3. Hücreleri ölçün (Şekil 1D)

1. Basınç kaynağını, PCB'yi, tezgah üstü donanımı ve veri toplama yazılımını hazırlayın.
   1. Kelepçeyi kullanarak mikroakışkan cihazı PCB'ye bağlayın. PCB'nin bir örneği Ek Dosya 4'te (GERBER dosyaları) ve Ek Dosya 5'te (şematik, kart ve PCB parça listesi dosyaları) verilmiştir.
      1. Kelepçenin yaylı pimlerini mikroakışkan cihazdaki elektrot temas pedleriyle hizalayın ve kelepçenin başlık pimlerini PCB üzerindeki deliklerle hizalayın.
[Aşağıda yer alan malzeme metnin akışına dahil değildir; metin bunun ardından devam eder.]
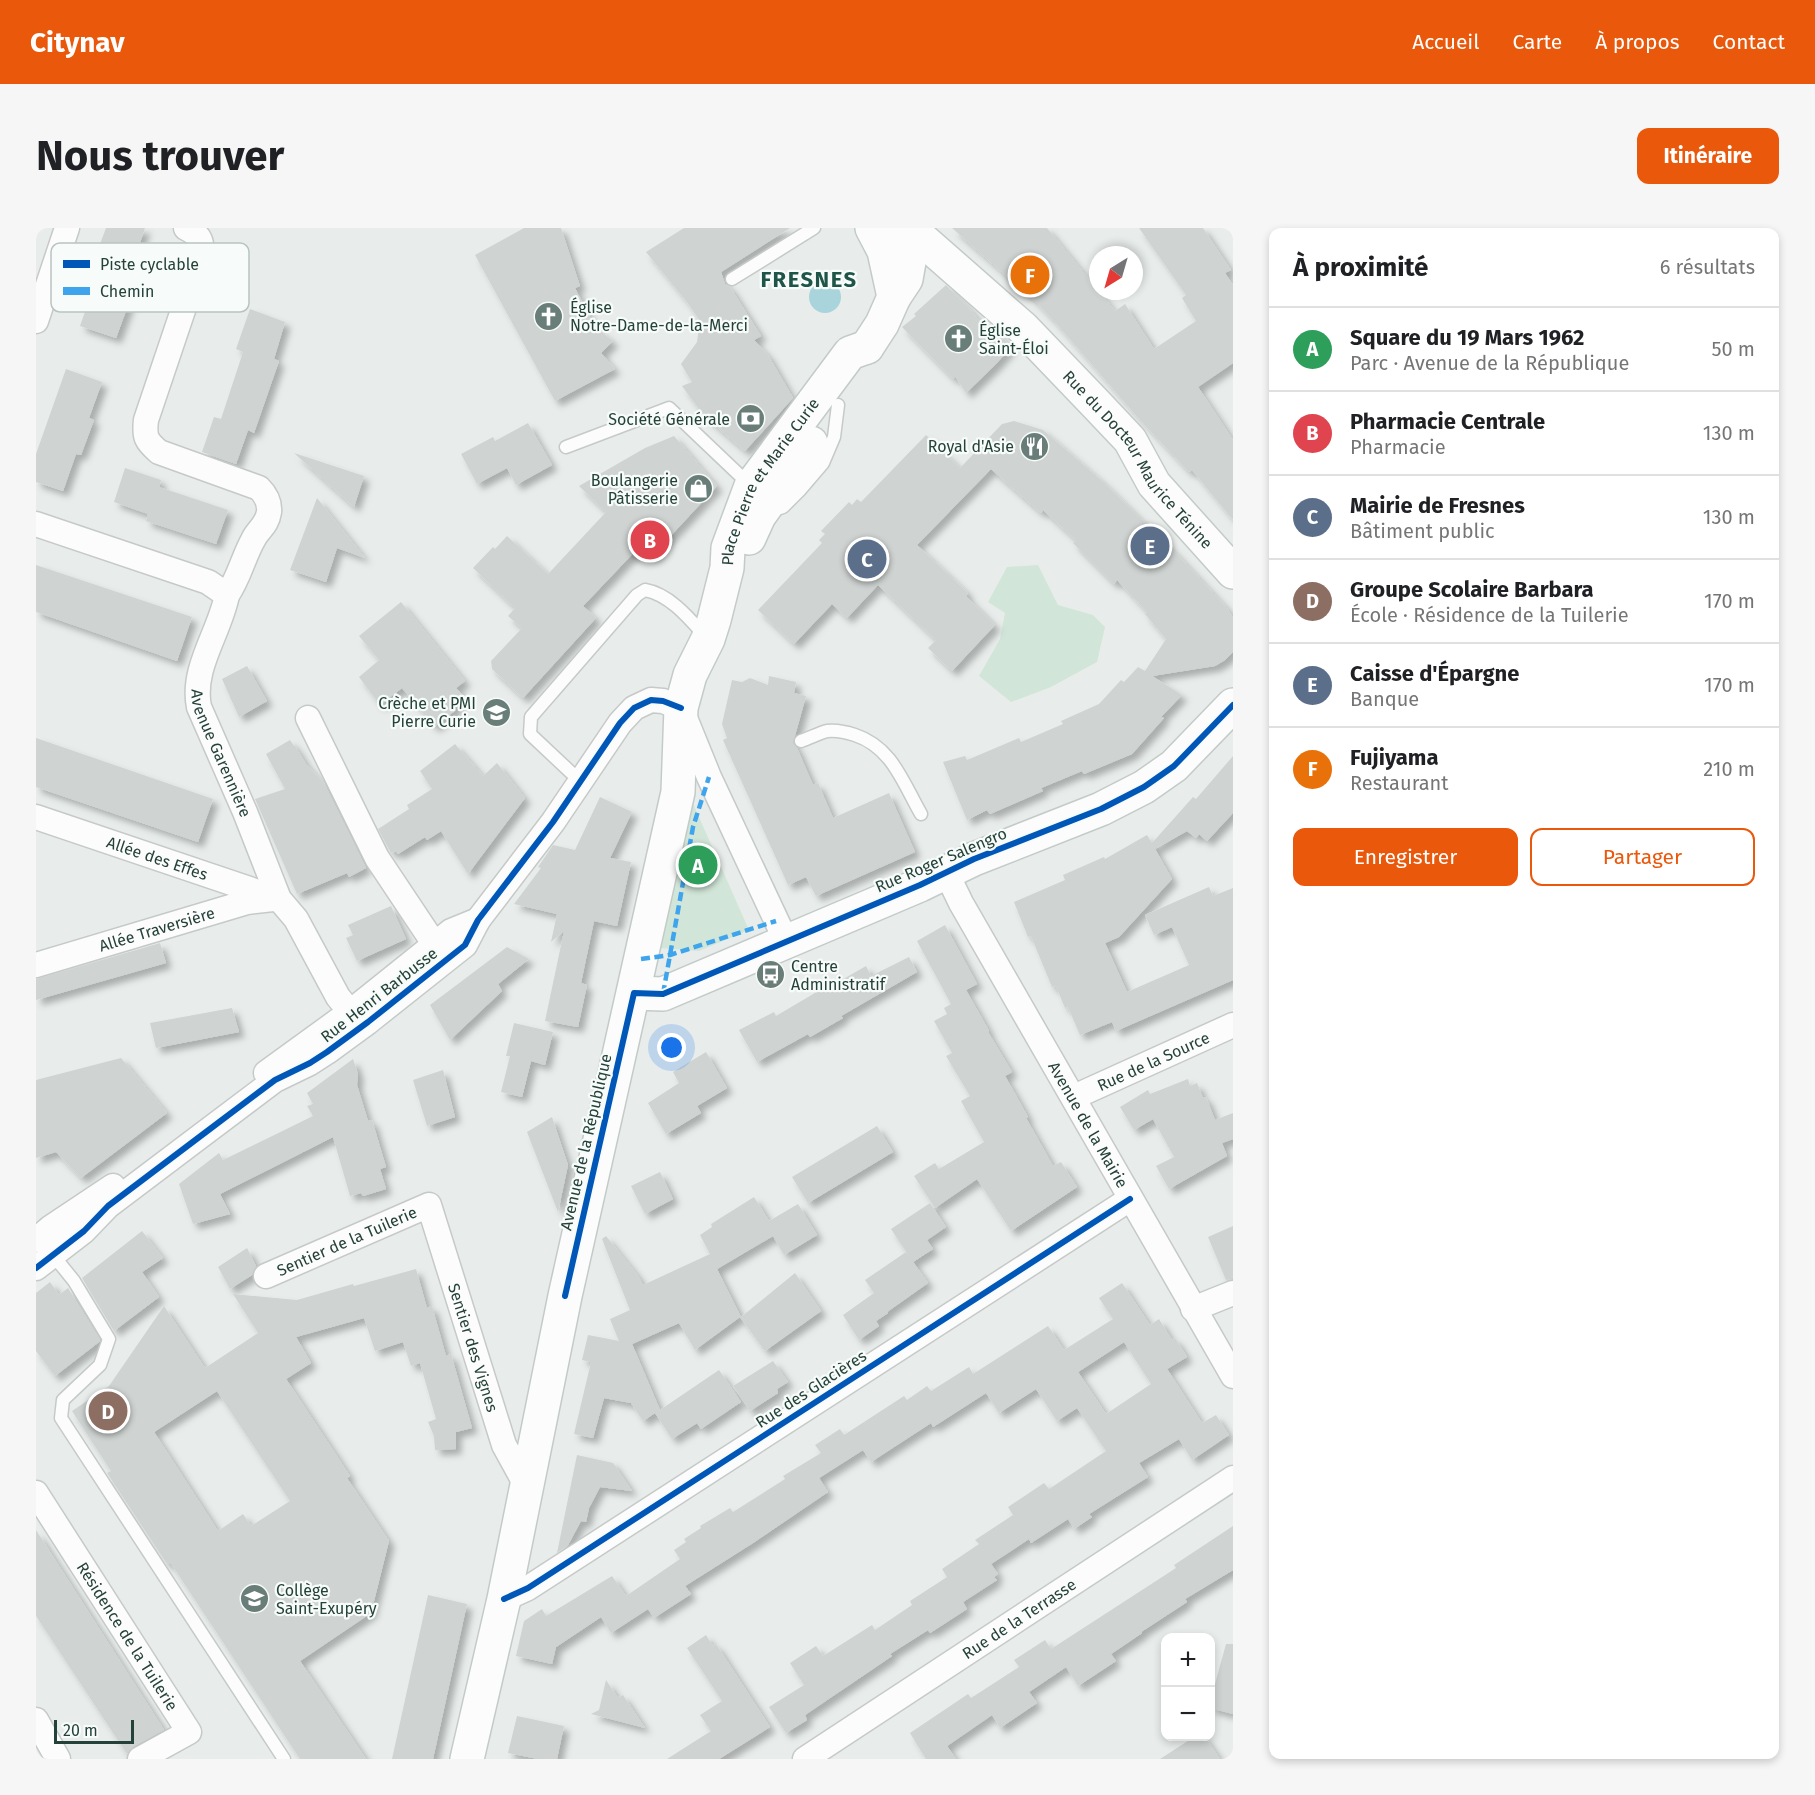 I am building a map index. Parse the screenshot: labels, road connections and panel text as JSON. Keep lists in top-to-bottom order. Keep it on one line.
{"streets":{"street":["Rue du Docteur Maurice Ténine","Place Pierre et Marie Curie","Avenue Garennière","Allée des Effes","Rue Roger Salengro","Allée Traversière","Rue Henri Barbusse","Rue de la Source","Avenue de la Mairie","Avenue de la République","Sentier de la Tuilerie","Sentier des Vignes","Rue des Glacières","Rue de la Terrasse","Résidence de la Tuilerie"]},"crossings":[["Place Pierre et Marie Curie","Rue Henri Barbusse"],["Place Pierre et Marie Curie","Avenue de la République"],["Avenue Garennière","Allée des Effes"],["Avenue Garennière","Allée Traversière"],["Avenue Garennière","Rue Henri Barbusse"],["Allée des Effes","Allée Traversière"],["Rue Roger Salengro","Avenue de la Mairie"],["Rue Roger Salengro","Avenue de la République"],["Rue Henri Barbusse","Avenue de la République"],["Rue de la Source","Avenue de la Mairie"],["Avenue de la Mairie","Rue des Glacières"],["Avenue de la République","Sentier des Vignes"],["Avenue de la République","Rue des Glacières"],["Sentier de la Tuilerie","Sentier des Vignes"]],"districts":["FRESNES"],"places":{"church":["Église Notre-Dame-de-la-Merci","Église Saint-Éloi"],"bank":["Société Générale"],"restaurant":["Royal d'Asie"],"shop":["Boulangerie Pâtisserie"],"school or university":["Crèche et PMI Pierre Curie","Collège Saint-Exupéry"],"bus stop":["Centre Administratif"]},"legend":["Piste cyclable","Chemin"],"scale_bar":"20 m","north":"bottom left","page":{"header":"Citynav","nav":["Accueil","Carte","À propos","Contact"],"buttons":["Itinéraire",["Enregistrer","Partager"]],"title":"Nous trouver","heading":["À proximité","6 résultats"],"pins":["F","B","E","C","A","D"],"list":[{"mark":"A","name":"Square du 19 Mars 1962","note":"Parc · Avenue de la République","value":"50 m"},{"mark":"B","name":"Pharmacie Centrale","note":"Pharmacie","value":"130 m"},{"mark":"C","name":"Mairie de Fresnes","note":"Bâtiment public","value":"130 m"},{"mark":"D","name":"Groupe Scolaire Barbara","note":"École · Résidence de la Tuilerie","value":"170 m"},{"mark":"E","name":"Caisse d'Épargne","note":"Banque","value":"170 m"},{"mark":"F","name":"Fujiyama","note":"Restaurant","value":"210 m"}],"map_buttons":["+","−"],"scale":"20 m"}}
      2. Kelepçenin başlık pimlerini PCB deliklerine sıkıca yerleştirerek yaylı pimlerin elektrot temas pedleriyle aynı hizada kalmasını sağlayın.
   2. Elektronik donanımı kurun ve bağlayın.
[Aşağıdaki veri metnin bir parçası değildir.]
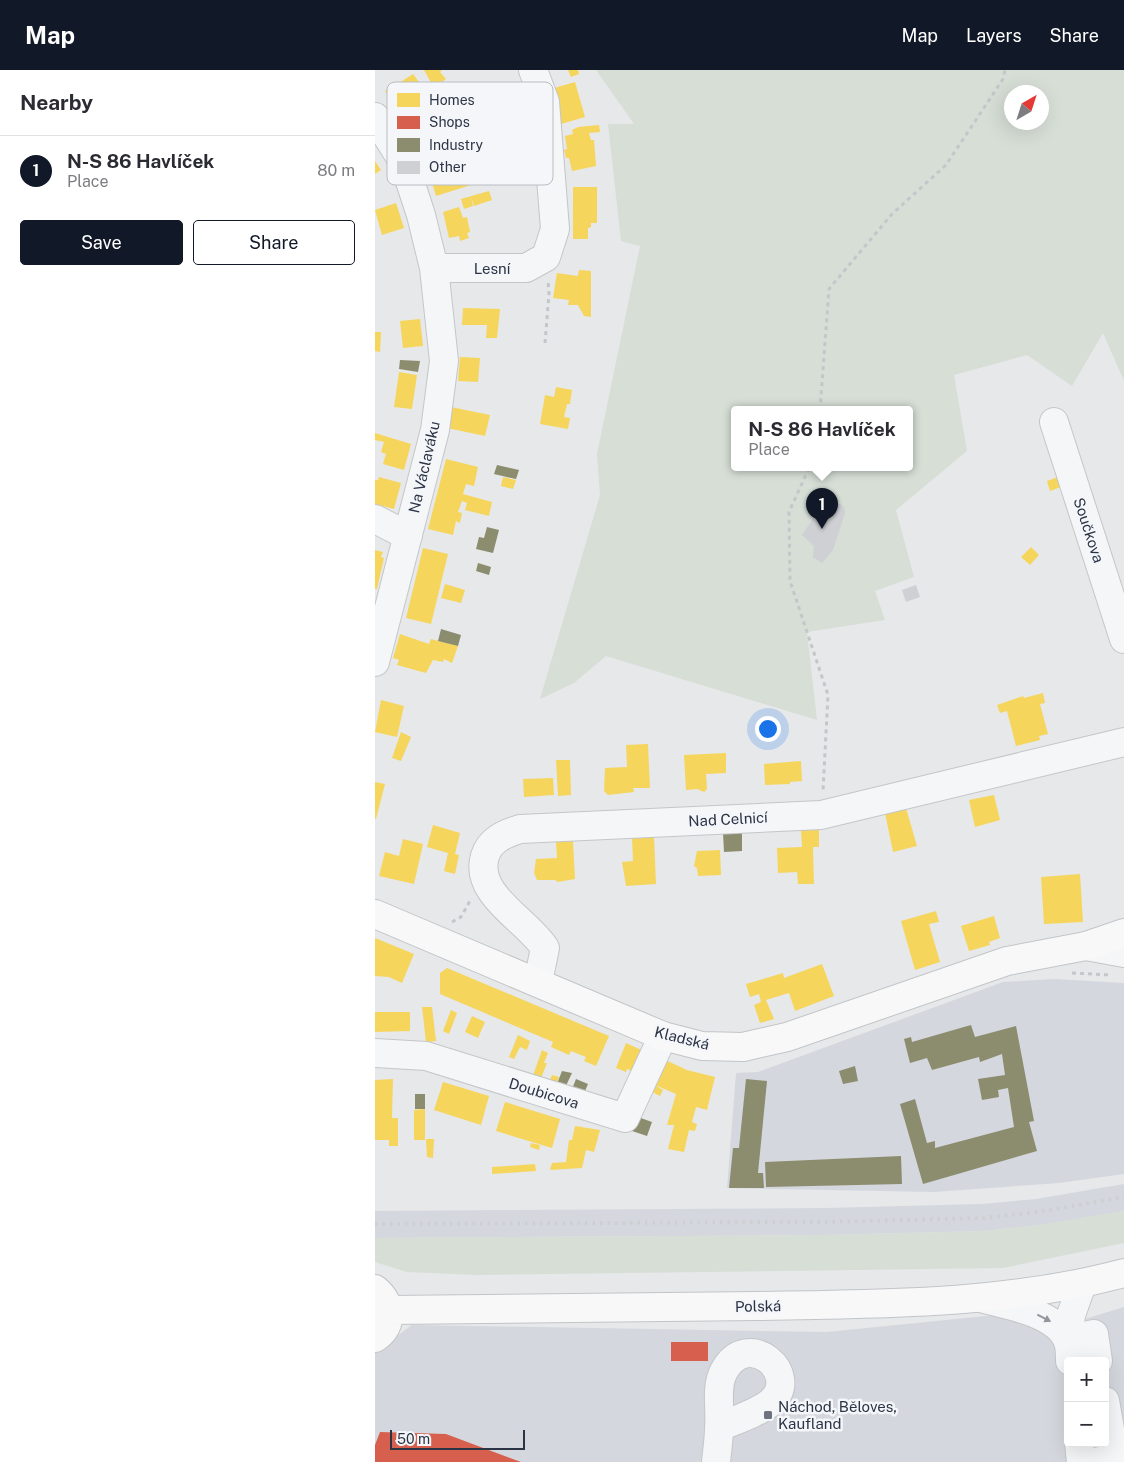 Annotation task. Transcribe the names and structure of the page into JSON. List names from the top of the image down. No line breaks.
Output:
{"streets":{"main road":["Kladská","Polská"],"street":["Lesní","Na Václaváku","Součkova","Nad Celnicí","Doubicova"]},"crossings":[["Lesní","Na Václaváku"],["Kladská","Doubicova"]],"places":{"transit":["Náchod, Běloves, Kaufland"]},"legend":["Homes","Shops","Industry","Other"],"scale_bar":"50 m","north":"top right","page":{"header":"Map","nav":["Map","Layers","Share"],"heading":"Nearby","list":[{"mark":"1","name":"N-S 86 Havlíček","note":"Place","value":"80 m"}],"buttons":["Save","Share"],"popup":["N-S 86 Havlíček","Place"],"pins":"1","map_buttons":["+","−"],"scale":"50 m"}}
      1. Güç kaynağının çıkış bağlantı noktalarından ikisini, çift muz fişli Bayonet Neill-Concelman (BNC) dişi adaptörü ve BNC kablosuyla PCB'nin besleme voltajı bağlantı noktasına bağlayın.
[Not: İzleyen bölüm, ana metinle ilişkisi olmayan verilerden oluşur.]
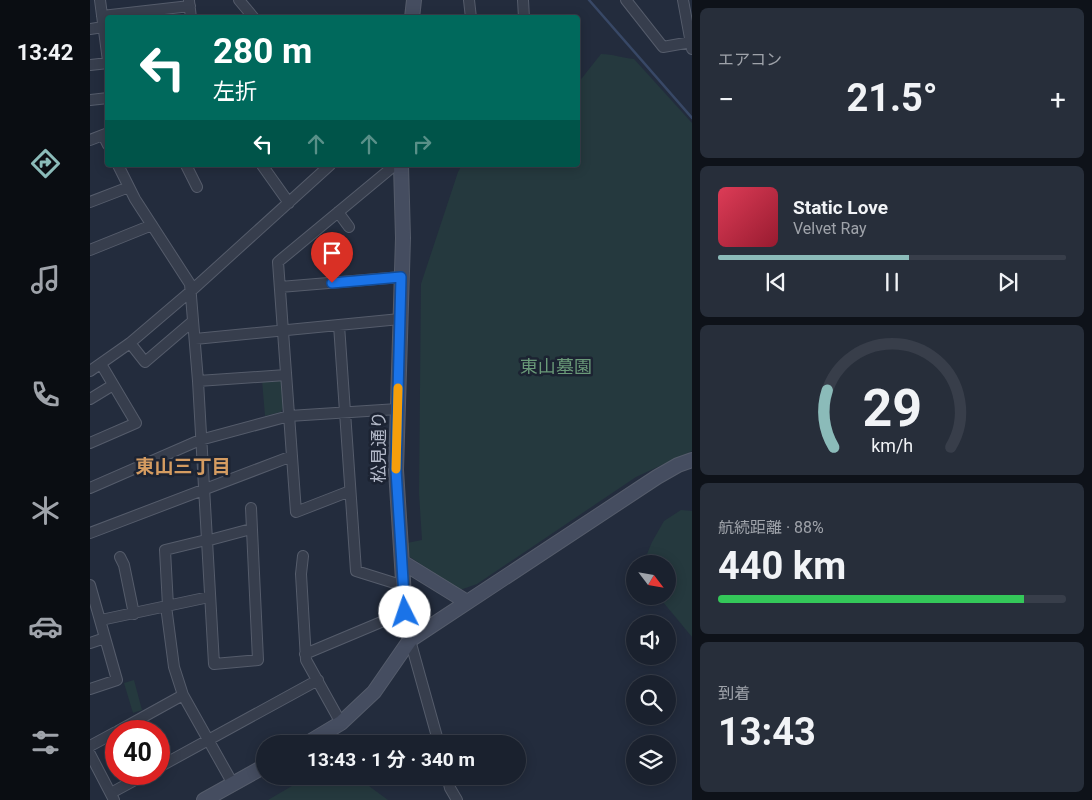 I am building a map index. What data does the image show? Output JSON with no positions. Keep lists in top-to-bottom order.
{
  "streets": {
    "street": ["松見通り"]
  },
  "districts": ["東山三丁目"],
  "parks": ["東山墓園"],
  "north": "bottom right",
  "page": {
    "tabs": "13:42",
    "tile": [
      "エアコン",
      ["航続距離 · 88%", "440 km"],
      ["到着", "13:43"]
    ],
    "turn": ["280 m", "左折"],
    "heat": ["−", "21.5°", "+"],
    "song": ["Static Love", "Velvet Ray"],
    "limit": "40",
    "trip": "13:43 · 1 分 · 340 m",
    "gauge": ["29", "km/h"]
  }
} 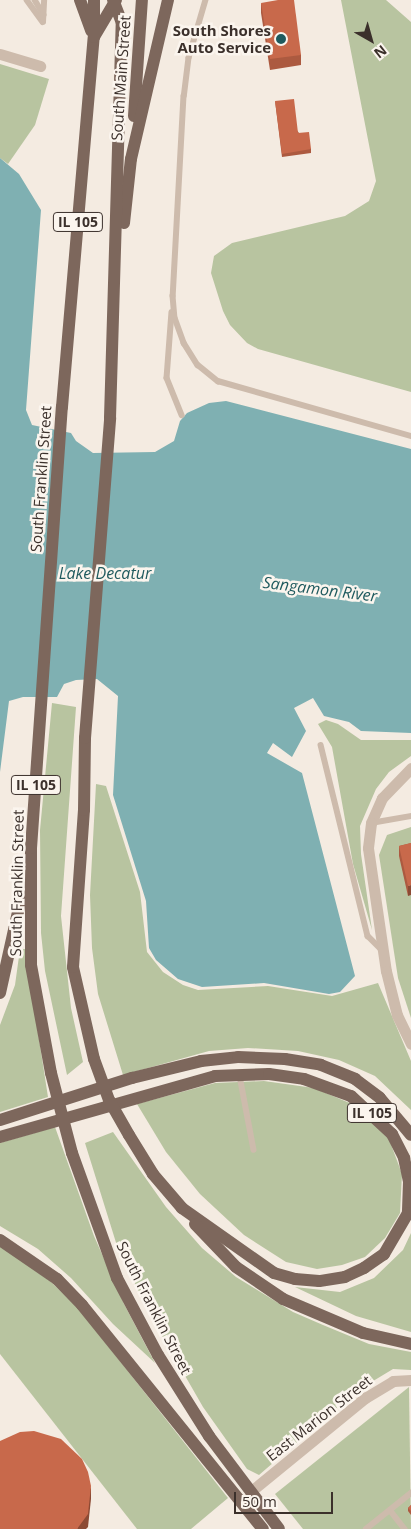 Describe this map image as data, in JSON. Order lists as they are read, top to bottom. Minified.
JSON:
{"streets":{"main road":["South Main Street","IL 105","South Franklin Street"],"street":["East Marion Street"]},"crossings":[["South Main Street","IL 105"],["IL 105","South Franklin Street"],["South Franklin Street","East Marion Street"]],"water":["Lake Decatur","Sangamon River"],"places":["South Shores Auto Service"],"scale_bar":"50 m","north":"bottom right"}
      2. Güç kaynağını açın. BNC'nin iç iletkenine bağlı çıkışı +15 V'a ayarlayın ve diğer çıkışı -15 V'a ayarlayın.
      3. Güç kaynağının çıkış bağlantı noktalarının üçüncüsünü BNC kablosuyla PCB'nin giriş voltajı bağlantı noktasına bağlayın. Çıkışı istenen uygulanan voltaja ayarlayın, ancak deneye başlayana kadar etkinleştirmeyin.
      4. PCB'nin çıkış akımı portunu bir BNC kablosuyla akım ön amplifikatörünün girişine bağlayın.
      5. Mevcut ön amplifikatörün çıkışını, bir BNC kablosuyla veri toplama sisteminin BNC terminal bloğundaki bir analog girişe bağlayın. İsteğe bağlı olarak, yüksek frekanslı paraziti filtrelemek için BNC kablosuyla aynı hizada bir analog alçak geçirgen filtre bağlayın.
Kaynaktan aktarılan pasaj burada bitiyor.